>>>

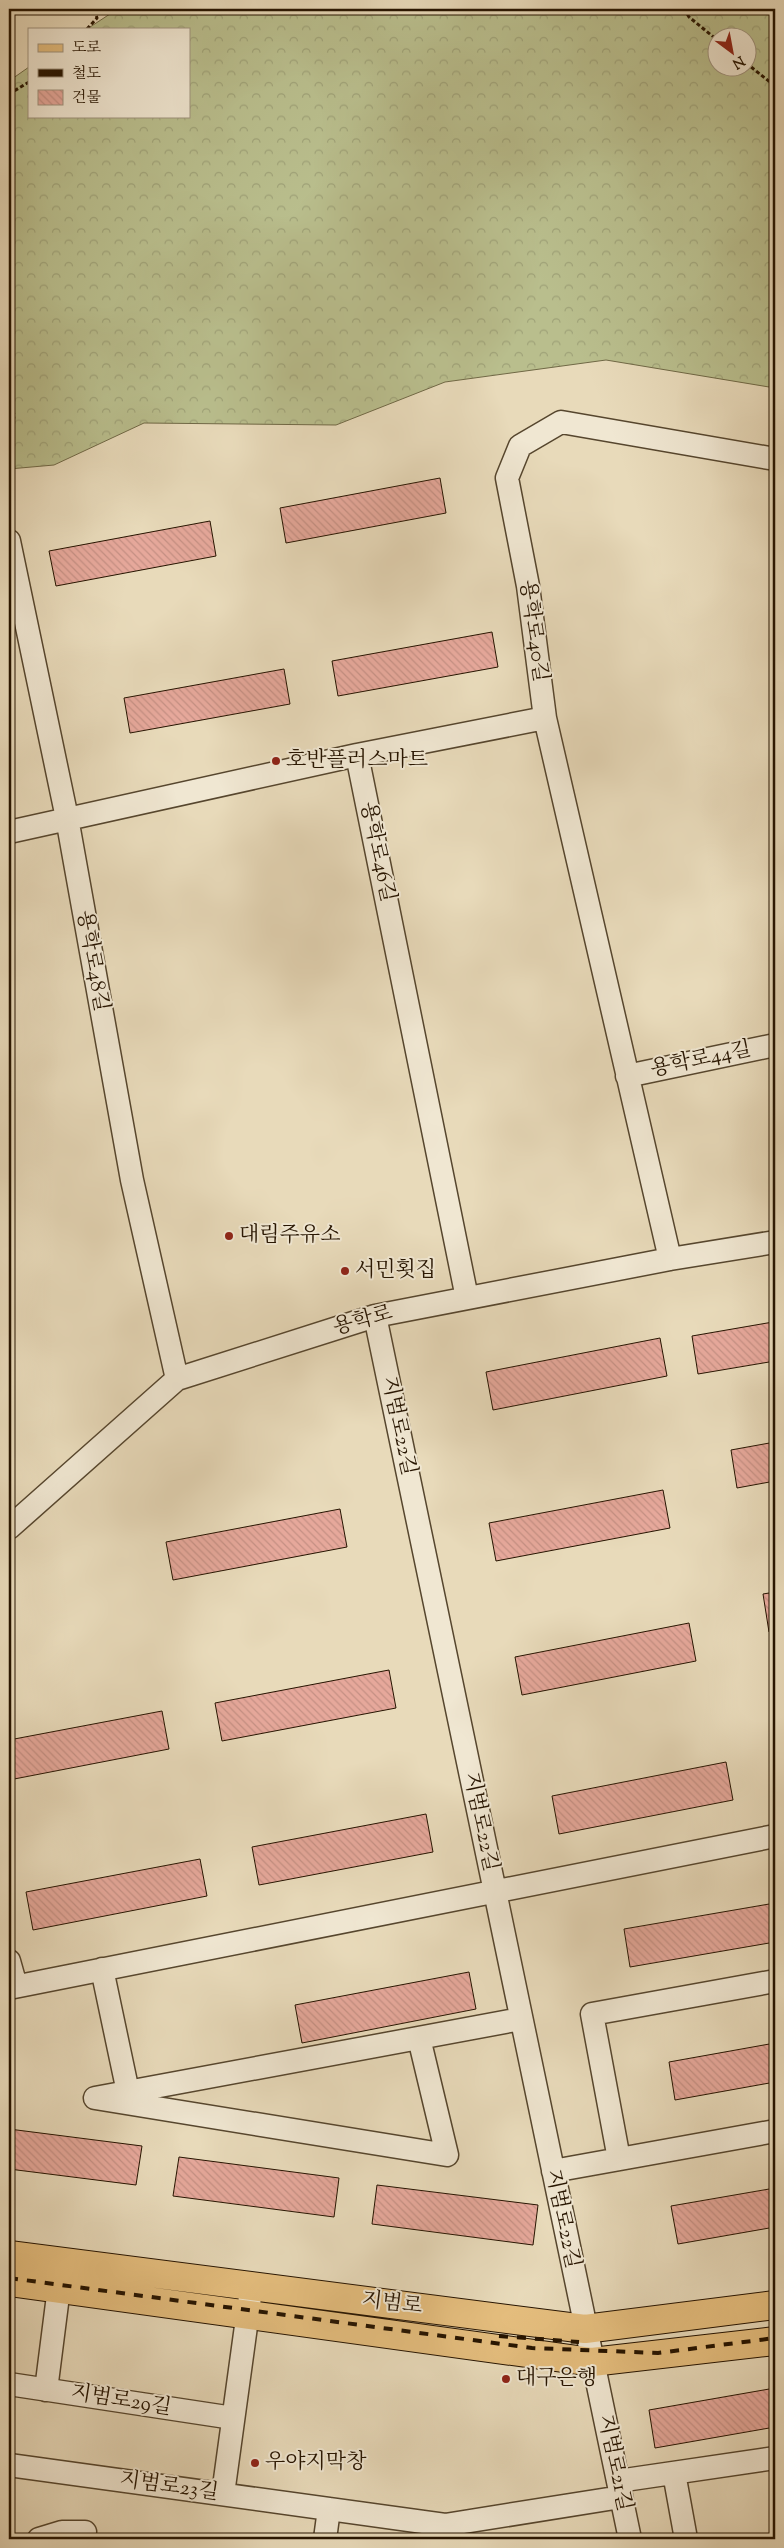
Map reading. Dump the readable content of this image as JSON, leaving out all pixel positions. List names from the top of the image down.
{
  "streets": {
    "main road": ["지범로"],
    "street": [
      "용학로40길",
      "용학로46길",
      "용학로48길",
      "용학로44길",
      "용학로",
      "지범로22길",
      "지범로29길",
      "지범로21길",
      "지범로23길"
    ]
  },
  "crossings": [
    ["용학로40길", "용학로44길"],
    ["용학로40길", "용학로"],
    ["용학로46길", "용학로"],
    ["용학로48길", "용학로"],
    ["용학로", "지범로22길"],
    ["지범로22길", "지범로"],
    ["지범로22길", "지범로21길"],
    ["지범로", "지범로21길"],
    ["지범로21길", "지범로23길"]
  ],
  "places": [
    "호반플러스마트",
    "대림주유소",
    "서민횟집",
    "대구은행",
    "우야지막창"
  ],
  "legend": ["도로", "철도", "건물"],
  "north": "bottom right"
}
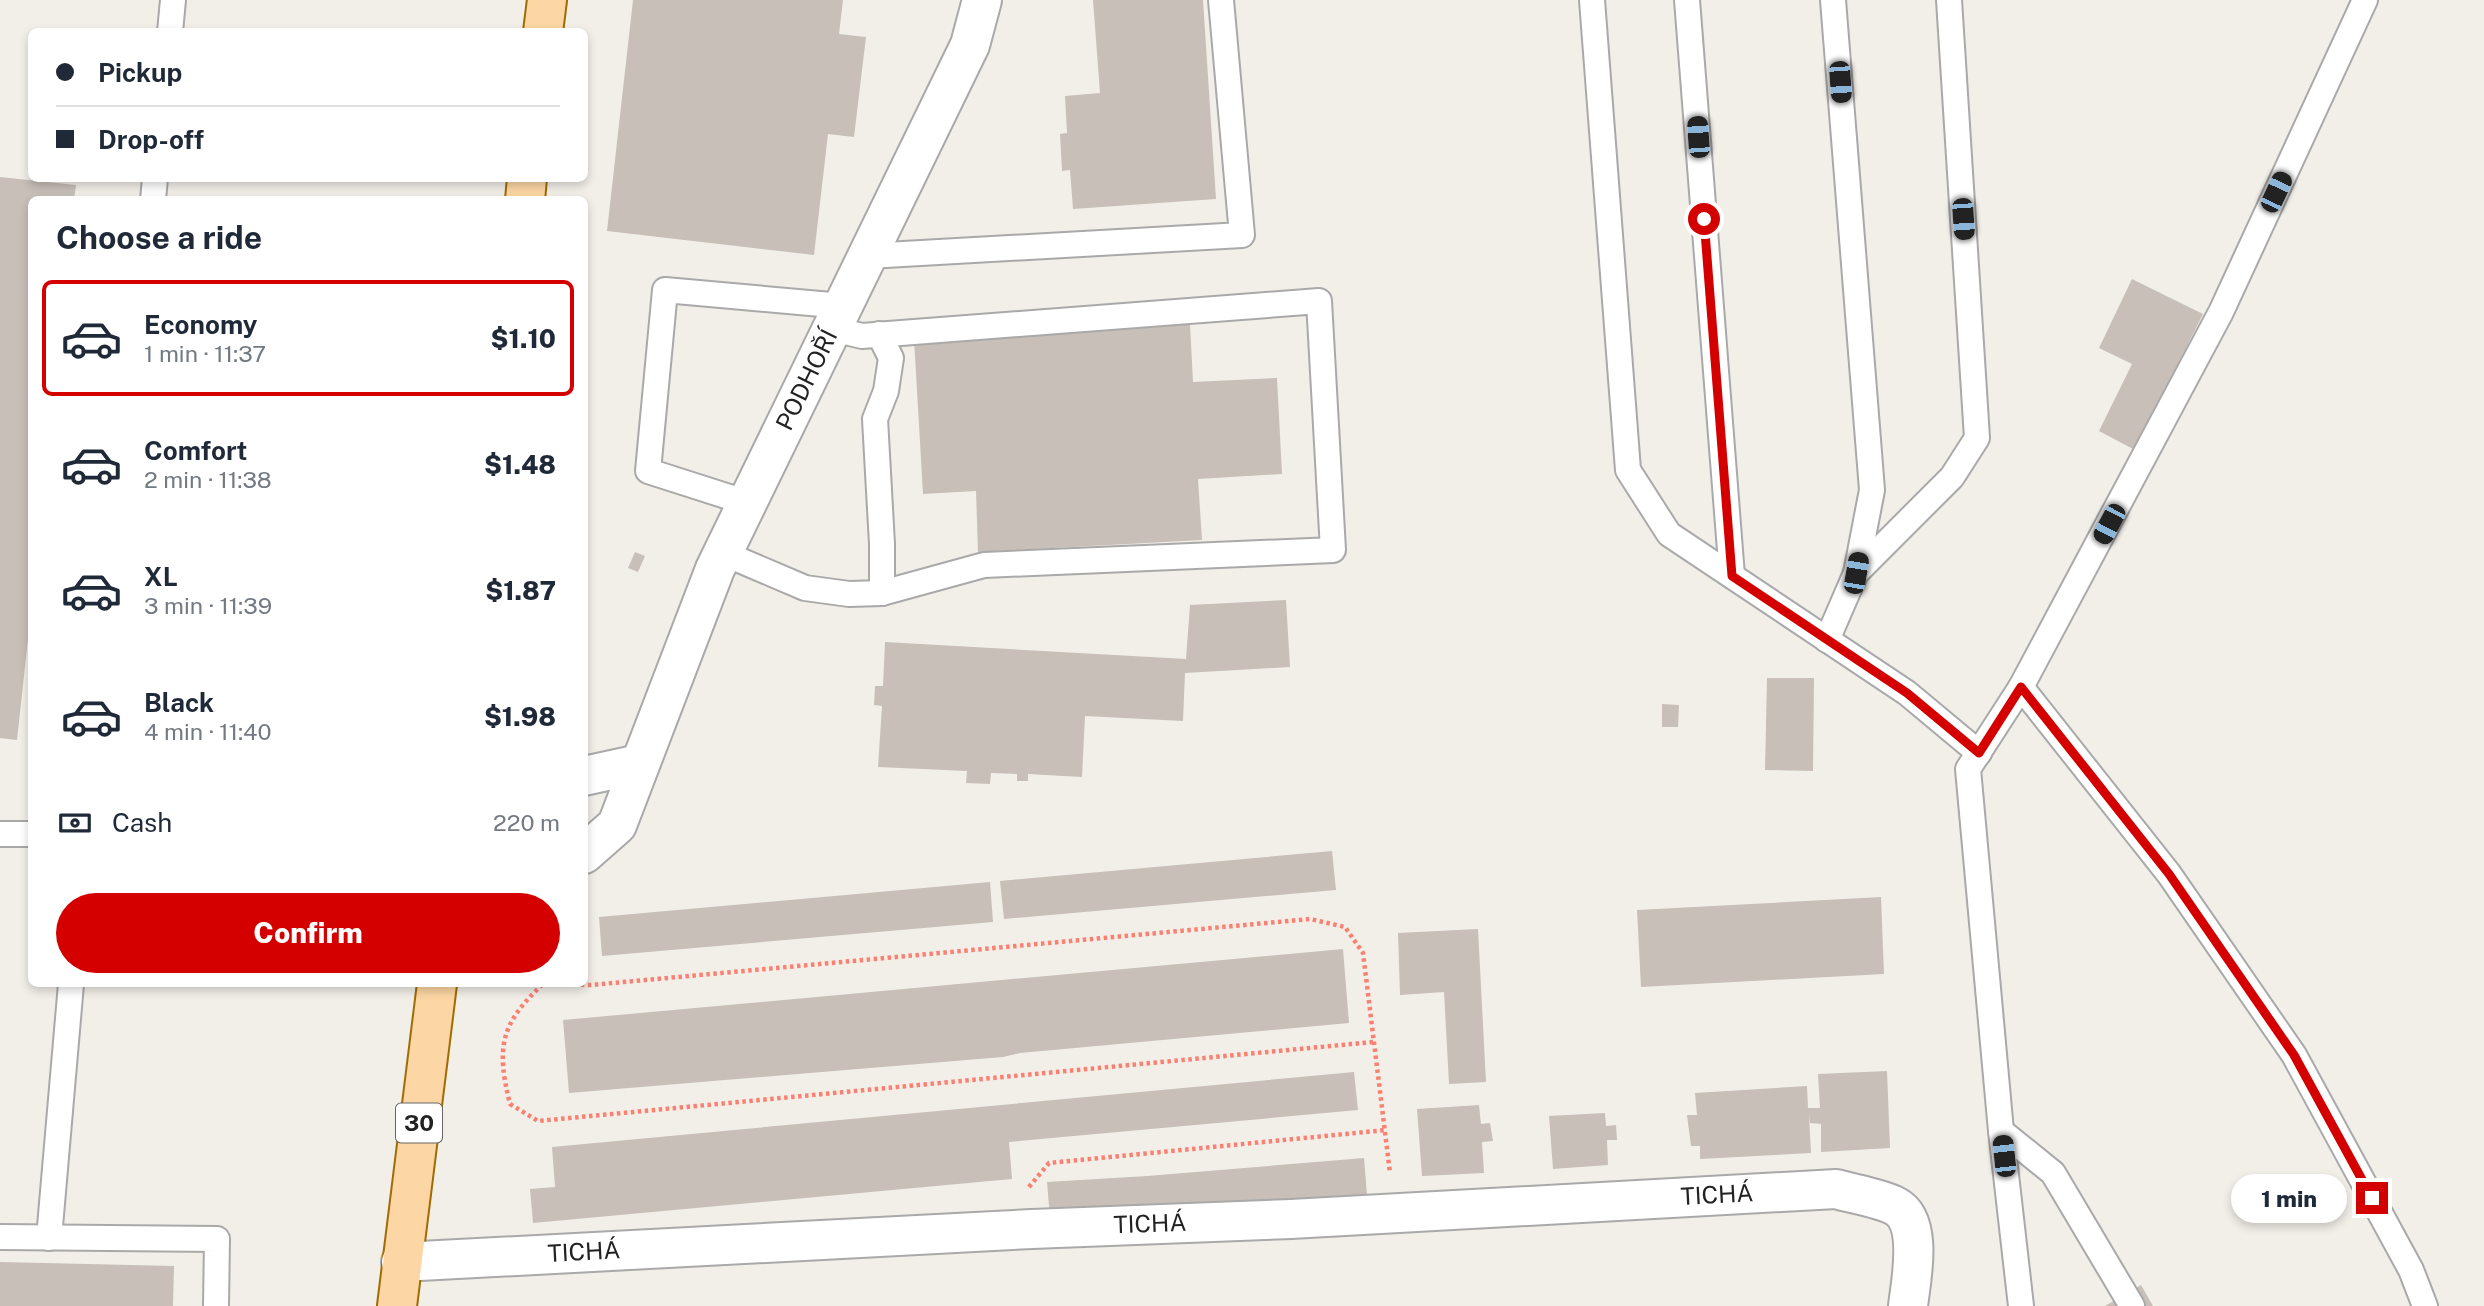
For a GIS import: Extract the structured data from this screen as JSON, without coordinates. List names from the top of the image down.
{
  "streets": {
    "main road": ["30"],
    "street": ["PODHOŘÍ", "TICHÁ"]
  },
  "crossings": [
    ["30", "TICHÁ"]
  ],
  "page": {
    "banner": ["Pickup", "Drop-off"],
    "heading": "Choose a ride",
    "list": [
      {
        "name": "Economy",
        "note": "1 min · 11:37",
        "value": "$1.10"
      },
      {
        "name": "Comfort",
        "note": "2 min · 11:38",
        "value": "$1.48"
      },
      {
        "name": "XL",
        "note": "3 min · 11:39",
        "value": "$1.87"
      },
      {
        "name": "Black",
        "note": "4 min · 11:40",
        "value": "$1.98"
      }
    ],
    "pay": ["Cash", "220 m"],
    "buttons": "Confirm",
    "bubble": "1 min"
  }
}
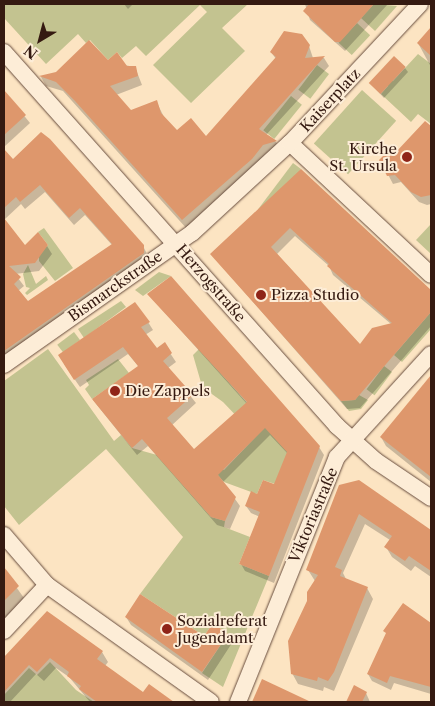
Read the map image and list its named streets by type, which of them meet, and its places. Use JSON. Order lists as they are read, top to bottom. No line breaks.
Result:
{"streets":{"street":["Kaiserplatz","Herzogstraße","Bismarckstraße","Viktoriastraße"]},"crossings":[["Kaiserplatz","Bismarckstraße"],["Herzogstraße","Bismarckstraße"],["Herzogstraße","Viktoriastraße"]],"places":["Kirche St. Ursula","Pizza Studio","Die Zappels","Sozialreferat Jugendamt"],"north":"bottom left"}
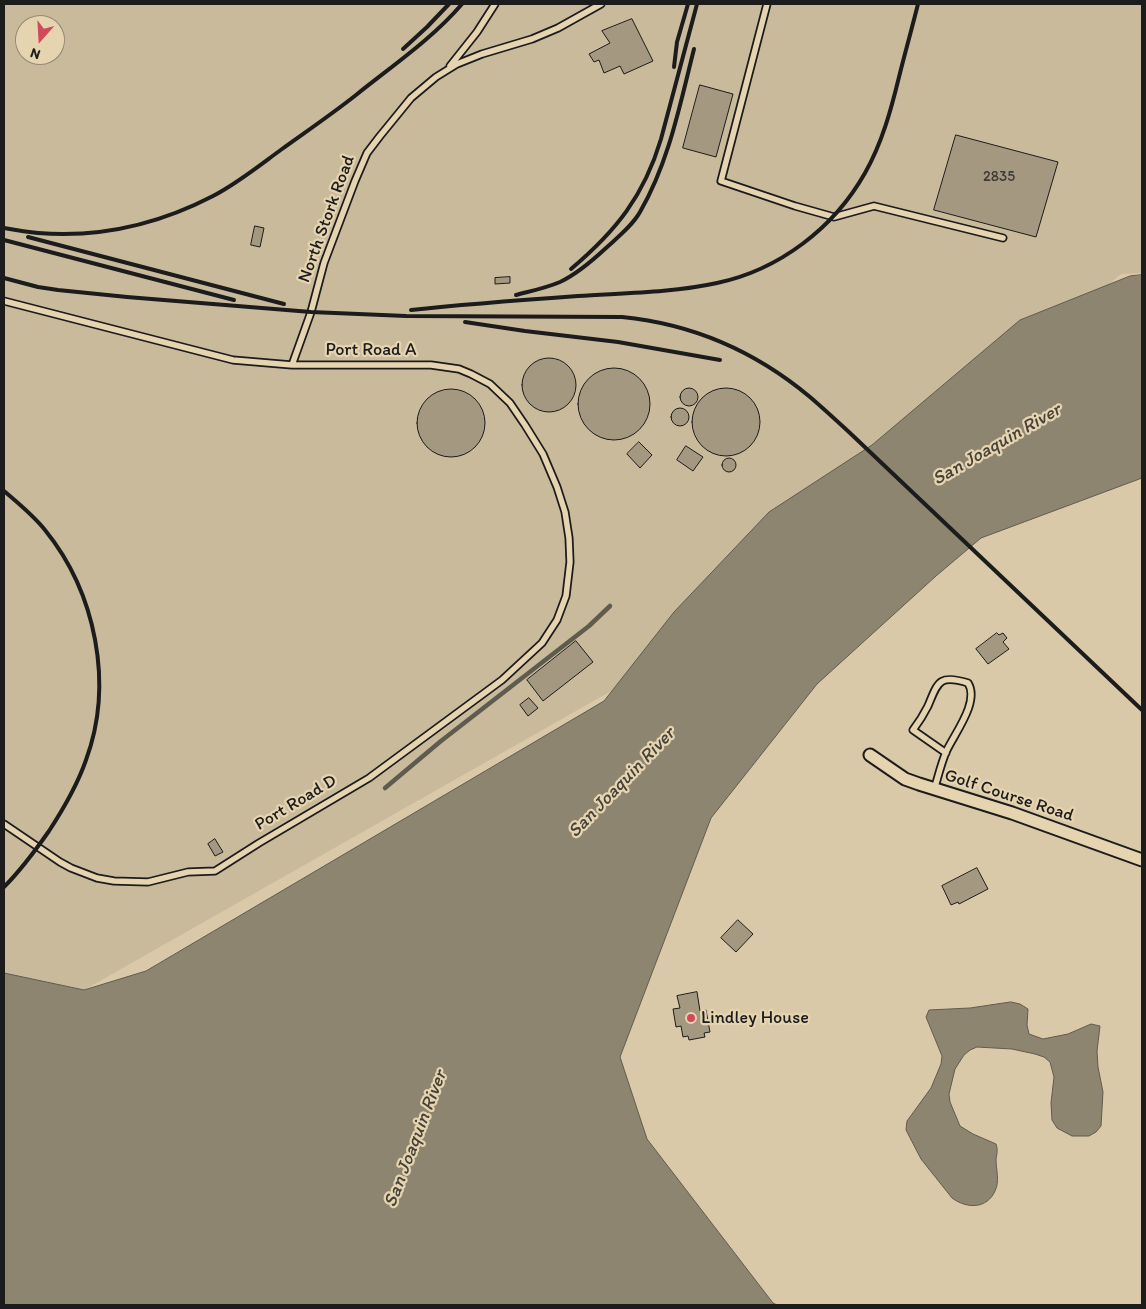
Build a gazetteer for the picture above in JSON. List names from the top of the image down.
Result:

<<<

■ **TRY IT**
Restate, line by line and word for word, everything from the top of the material through the line that contains "Read the map". Leave pictures out.

■ **FINISHED TASK**
Map reading. Dump the readable content of this image as JSON, leaving out all pixel positions. List names from the top of the image down.
{
  "streets": {
    "main road": ["지범로"],
    "street": [
      "용학로40길",
      "용학로46길",
      "용학로48길",
      "용학로44길",
      "용학로",
      "지범로22길",
      "지범로29길",
      "지범로21길",
      "지범로23길"
    ]
  },
  "crossings": [
    ["용학로40길", "용학로44길"],
    ["용학로40길", "용학로"],
    ["용학로46길", "용학로"],
    ["용학로48길", "용학로"],
    ["용학로", "지범로22길"],
    ["지범로22길", "지범로"],
    ["지범로22길", "지범로21길"],
    ["지범로", "지범로21길"],
    ["지범로21길", "지범로23길"]
  ],
  "places": [
    "호반플러스마트",
    "대림주유소",
    "서민횟집",
    "대구은행",
    "우야지막창"
  ],
  "legend": ["도로", "철도", "건물"],
  "north": "bottom right"
}
For a GIS import: Extract the structured data from this screen as JSON, without coordinates. List names from the top of the image down.
{
  "streets": {
    "main road": ["30"],
    "street": ["PODHOŘÍ", "TICHÁ"]
  },
  "crossings": [
    ["30", "TICHÁ"]
  ],
  "page": {
    "banner": ["Pickup", "Drop-off"],
    "heading": "Choose a ride",
    "list": [
      {
        "name": "Economy",
        "note": "1 min · 11:37",
        "value": "$1.10"
      },
      {
        "name": "Comfort",
        "note": "2 min · 11:38",
        "value": "$1.48"
      },
      {
        "name": "XL",
        "note": "3 min · 11:39",
        "value": "$1.87"
      },
      {
        "name": "Black",
        "note": "4 min · 11:40",
        "value": "$1.98"
      }
    ],
    "pay": ["Cash", "220 m"],
    "buttons": "Confirm",
    "bubble": "1 min"
  }
}
Read the map image and list its named streets by type, which of them meet, and its places. Use JSON. Order lists as they are read, top to bottom. No line breaks.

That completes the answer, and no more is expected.